I remember about a decade ago, I wanted to analyze US Congressional votes to look for evidence of a possible third-party voting base in across-the-aisle votes.

The votes were generally published as XML documents, which was sort of annoying but a fun way to learn Python.

Nice to see things getting more standardized - I've been pleasantly surprised by how the US government's digital services have advanced in the past 10-20 years.

(Except for the contracted-out disasters like recreation.gov and V1 of healthcare.gov, of course.)

1 comments

I was about to say "recreation.gov, I haven't seen that one before" — and then I noticed it was in my browser history and thought 'oh shit, this disaster of a website...'
Disaster? I am personally very impressed that site works so well! It’s a unique and complicated system, and I’m impressed the government built that. I’m certainly not a daily user, but every experience I had has been good.
As a non-US citizen, what's wrong with recreation.gov?
It's a website set up to manage camping and hiking reservations for national parks.

It just didn't turn out very well. Difficult to navigate, bloated JavaScript interfaces, poor discoverability.
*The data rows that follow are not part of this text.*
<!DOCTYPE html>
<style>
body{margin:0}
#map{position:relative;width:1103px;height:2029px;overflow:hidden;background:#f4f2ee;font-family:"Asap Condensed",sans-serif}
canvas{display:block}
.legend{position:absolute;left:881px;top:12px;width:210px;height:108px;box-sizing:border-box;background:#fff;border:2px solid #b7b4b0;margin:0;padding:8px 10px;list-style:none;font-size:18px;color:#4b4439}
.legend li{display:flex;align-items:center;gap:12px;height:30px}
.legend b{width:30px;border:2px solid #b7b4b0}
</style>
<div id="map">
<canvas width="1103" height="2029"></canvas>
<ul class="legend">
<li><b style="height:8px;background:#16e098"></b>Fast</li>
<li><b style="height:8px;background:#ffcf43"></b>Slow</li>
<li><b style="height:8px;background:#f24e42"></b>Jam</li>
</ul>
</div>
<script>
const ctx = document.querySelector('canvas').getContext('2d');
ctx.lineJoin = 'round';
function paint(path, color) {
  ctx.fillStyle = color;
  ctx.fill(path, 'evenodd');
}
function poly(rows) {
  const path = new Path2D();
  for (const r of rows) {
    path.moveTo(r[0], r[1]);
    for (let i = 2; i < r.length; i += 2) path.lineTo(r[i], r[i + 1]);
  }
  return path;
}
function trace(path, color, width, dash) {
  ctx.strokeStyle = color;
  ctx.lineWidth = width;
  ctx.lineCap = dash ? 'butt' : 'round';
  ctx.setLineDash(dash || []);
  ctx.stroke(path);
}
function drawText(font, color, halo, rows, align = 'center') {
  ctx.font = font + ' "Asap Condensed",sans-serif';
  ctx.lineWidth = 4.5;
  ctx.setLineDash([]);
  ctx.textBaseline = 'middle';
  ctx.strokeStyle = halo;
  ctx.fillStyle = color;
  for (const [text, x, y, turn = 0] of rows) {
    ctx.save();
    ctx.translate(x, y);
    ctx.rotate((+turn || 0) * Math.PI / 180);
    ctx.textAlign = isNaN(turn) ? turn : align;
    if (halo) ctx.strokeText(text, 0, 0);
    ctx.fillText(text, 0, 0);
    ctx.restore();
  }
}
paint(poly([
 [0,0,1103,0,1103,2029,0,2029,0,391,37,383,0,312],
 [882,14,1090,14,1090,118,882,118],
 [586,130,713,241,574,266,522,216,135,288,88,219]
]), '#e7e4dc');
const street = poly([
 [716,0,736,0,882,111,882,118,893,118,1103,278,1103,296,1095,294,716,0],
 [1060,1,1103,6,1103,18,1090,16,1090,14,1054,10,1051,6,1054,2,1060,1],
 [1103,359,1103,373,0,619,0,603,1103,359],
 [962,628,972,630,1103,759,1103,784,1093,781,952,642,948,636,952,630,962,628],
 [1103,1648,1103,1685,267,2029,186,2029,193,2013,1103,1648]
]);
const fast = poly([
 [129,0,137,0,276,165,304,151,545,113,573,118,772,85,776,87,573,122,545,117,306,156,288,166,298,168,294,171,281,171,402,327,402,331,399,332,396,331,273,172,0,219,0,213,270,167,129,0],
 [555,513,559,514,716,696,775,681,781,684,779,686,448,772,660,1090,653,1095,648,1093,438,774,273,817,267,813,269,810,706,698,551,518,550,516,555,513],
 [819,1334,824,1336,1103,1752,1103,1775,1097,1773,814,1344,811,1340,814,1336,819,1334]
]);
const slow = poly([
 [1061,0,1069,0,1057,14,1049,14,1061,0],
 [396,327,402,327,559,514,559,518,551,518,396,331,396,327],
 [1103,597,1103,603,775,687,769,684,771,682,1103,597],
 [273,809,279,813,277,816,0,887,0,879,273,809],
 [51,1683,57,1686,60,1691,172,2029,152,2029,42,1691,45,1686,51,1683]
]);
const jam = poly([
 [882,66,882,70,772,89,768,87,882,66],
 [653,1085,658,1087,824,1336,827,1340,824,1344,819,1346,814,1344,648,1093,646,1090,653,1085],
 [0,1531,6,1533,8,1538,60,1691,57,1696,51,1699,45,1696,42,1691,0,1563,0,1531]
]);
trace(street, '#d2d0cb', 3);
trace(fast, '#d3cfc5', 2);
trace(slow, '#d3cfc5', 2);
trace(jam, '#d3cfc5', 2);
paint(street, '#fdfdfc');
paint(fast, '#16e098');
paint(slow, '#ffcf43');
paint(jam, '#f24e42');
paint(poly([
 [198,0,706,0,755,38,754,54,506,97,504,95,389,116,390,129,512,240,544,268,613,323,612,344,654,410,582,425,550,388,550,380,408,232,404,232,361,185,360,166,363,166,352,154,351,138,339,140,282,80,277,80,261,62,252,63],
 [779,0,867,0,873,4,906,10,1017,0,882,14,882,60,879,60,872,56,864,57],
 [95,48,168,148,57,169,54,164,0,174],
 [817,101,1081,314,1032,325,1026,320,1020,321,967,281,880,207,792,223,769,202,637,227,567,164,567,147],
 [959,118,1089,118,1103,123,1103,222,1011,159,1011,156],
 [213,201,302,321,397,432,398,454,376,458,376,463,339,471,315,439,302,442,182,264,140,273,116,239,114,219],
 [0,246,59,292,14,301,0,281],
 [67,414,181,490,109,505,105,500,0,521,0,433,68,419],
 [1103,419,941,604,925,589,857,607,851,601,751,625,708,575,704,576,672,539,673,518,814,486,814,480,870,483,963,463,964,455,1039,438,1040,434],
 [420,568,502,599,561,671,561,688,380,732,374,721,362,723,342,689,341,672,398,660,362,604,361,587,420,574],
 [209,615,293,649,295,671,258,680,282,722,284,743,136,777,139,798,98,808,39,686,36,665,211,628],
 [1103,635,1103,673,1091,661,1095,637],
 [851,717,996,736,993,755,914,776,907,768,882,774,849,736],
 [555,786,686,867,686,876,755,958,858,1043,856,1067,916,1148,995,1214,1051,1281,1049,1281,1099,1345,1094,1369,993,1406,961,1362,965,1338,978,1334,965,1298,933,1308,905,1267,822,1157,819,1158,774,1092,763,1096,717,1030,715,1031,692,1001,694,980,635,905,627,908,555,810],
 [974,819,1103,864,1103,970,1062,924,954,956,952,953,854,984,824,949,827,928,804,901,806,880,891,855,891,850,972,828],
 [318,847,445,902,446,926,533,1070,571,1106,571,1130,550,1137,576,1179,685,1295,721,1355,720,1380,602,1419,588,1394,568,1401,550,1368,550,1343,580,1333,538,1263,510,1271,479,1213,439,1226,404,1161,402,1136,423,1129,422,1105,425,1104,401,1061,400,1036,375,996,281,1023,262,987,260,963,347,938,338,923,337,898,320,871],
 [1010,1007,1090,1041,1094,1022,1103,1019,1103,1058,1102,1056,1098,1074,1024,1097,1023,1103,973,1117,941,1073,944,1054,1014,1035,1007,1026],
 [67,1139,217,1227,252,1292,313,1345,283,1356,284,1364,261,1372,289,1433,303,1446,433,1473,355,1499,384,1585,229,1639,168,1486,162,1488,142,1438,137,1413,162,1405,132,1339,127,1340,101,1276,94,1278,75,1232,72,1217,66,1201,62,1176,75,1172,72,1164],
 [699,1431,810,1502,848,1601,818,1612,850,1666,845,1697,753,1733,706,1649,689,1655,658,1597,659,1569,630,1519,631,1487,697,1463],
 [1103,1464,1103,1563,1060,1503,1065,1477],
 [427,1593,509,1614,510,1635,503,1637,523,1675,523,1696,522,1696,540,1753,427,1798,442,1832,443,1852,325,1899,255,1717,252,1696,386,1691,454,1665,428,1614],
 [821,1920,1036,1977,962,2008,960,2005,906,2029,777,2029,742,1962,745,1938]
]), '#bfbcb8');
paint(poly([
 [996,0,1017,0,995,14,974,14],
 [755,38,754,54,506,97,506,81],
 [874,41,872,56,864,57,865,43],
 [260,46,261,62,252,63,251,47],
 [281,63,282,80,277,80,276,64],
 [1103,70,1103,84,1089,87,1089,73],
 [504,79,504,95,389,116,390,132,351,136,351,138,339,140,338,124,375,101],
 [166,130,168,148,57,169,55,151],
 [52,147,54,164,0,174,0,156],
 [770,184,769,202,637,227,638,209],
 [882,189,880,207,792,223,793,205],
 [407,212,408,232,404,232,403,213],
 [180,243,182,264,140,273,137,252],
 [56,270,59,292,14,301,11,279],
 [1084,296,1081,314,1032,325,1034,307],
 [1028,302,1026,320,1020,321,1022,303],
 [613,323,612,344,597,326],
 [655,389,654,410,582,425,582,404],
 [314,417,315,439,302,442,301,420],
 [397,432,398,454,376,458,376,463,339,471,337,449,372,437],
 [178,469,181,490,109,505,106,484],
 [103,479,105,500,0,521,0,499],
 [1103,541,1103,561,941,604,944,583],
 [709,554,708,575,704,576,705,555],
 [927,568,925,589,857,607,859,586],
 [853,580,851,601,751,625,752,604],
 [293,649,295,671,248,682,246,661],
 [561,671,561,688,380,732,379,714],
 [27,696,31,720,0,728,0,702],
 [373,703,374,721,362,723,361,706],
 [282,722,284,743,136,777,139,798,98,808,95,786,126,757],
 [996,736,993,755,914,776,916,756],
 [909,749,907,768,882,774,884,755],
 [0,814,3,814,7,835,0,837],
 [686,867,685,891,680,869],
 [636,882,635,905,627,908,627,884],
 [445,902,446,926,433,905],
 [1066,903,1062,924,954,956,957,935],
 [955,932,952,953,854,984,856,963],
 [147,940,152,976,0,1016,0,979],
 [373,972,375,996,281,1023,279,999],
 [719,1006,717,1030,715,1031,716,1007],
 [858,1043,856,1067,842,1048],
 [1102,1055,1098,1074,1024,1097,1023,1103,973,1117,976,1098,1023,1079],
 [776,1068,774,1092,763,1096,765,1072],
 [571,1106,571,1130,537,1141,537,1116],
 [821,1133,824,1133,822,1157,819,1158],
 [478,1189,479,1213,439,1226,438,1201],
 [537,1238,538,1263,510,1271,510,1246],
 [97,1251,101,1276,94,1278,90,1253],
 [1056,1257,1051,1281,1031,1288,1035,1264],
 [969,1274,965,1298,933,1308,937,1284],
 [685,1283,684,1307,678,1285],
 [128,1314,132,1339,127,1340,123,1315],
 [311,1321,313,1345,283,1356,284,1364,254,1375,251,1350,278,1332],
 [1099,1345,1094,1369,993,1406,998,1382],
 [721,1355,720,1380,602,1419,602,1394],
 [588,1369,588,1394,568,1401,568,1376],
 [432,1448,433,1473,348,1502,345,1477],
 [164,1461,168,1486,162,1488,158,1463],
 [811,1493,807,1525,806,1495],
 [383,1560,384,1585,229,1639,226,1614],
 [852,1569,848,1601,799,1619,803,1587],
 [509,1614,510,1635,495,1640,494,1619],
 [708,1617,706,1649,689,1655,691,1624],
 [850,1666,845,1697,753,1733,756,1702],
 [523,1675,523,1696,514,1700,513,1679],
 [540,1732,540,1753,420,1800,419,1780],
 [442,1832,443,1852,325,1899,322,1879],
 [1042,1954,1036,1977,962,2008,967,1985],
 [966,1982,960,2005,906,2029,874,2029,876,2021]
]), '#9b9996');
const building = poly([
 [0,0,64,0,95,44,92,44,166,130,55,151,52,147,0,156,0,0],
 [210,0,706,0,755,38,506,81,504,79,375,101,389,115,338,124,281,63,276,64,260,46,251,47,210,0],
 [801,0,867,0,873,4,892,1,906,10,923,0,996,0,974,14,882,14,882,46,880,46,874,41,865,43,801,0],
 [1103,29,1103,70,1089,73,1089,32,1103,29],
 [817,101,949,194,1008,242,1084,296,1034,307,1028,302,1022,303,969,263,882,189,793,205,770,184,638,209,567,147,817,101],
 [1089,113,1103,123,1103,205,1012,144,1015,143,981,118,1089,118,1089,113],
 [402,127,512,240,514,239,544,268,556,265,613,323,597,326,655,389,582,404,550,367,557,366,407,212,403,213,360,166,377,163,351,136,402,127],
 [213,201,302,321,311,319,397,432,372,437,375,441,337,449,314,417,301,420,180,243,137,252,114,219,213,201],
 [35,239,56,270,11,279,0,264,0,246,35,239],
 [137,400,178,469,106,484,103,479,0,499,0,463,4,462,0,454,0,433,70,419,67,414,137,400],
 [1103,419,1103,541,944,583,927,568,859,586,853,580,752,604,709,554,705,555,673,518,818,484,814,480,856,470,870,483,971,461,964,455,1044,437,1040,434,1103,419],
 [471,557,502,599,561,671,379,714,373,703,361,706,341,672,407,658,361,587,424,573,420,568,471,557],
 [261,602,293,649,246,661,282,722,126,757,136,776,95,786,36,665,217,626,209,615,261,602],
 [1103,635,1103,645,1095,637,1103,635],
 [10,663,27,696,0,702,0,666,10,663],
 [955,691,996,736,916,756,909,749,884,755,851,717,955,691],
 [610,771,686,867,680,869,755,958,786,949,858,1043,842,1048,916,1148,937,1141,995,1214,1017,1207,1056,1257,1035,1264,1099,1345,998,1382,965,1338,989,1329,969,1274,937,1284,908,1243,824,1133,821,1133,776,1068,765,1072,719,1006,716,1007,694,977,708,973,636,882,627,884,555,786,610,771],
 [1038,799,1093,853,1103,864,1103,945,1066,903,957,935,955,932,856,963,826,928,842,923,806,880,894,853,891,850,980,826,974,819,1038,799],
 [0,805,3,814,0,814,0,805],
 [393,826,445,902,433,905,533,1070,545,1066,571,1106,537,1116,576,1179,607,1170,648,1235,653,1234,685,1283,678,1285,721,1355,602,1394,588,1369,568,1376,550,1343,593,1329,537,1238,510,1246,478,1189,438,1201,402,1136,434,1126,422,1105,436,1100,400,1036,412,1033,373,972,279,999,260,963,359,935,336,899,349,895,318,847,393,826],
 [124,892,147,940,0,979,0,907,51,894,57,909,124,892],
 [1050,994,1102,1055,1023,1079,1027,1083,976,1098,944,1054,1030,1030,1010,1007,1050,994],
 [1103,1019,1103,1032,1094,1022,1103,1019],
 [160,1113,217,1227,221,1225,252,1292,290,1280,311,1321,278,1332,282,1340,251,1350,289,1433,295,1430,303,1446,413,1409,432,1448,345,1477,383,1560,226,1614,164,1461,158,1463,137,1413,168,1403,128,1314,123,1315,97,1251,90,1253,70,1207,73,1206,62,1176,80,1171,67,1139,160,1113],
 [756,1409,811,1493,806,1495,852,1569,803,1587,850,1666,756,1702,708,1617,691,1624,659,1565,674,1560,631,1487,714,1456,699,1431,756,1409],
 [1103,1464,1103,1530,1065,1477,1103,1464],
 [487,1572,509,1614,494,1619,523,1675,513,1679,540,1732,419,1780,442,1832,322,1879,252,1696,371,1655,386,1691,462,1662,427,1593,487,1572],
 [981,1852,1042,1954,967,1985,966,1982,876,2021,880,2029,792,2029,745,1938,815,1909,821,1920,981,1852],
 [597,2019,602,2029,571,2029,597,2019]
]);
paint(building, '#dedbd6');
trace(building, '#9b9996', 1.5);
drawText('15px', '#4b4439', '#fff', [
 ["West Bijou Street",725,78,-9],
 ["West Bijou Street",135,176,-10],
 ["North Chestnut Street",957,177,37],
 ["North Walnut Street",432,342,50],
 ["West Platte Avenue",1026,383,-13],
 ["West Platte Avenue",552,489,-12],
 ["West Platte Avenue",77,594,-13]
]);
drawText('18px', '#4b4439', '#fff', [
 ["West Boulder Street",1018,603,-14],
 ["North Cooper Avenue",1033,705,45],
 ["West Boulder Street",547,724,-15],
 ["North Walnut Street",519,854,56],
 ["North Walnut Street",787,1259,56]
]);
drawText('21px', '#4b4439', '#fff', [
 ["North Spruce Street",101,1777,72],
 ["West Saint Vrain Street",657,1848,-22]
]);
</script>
It works, and worse websites exist. But it feels like a buggy early-2010s web app, and serious outdoorsy types have bots snipe the best reservations as soon as the system opens for the season. It's hard on people who don't use a computer every day and just want to plan their family's vacations.

The one and only time I had to interact with it was while I was in a US national park trying to pay a parking fee for my car. I had one bar of service on my phone, and it just sat there trying to download JavaScript.

Lots to be said for considering where and on what devices your users will be interacting with your website.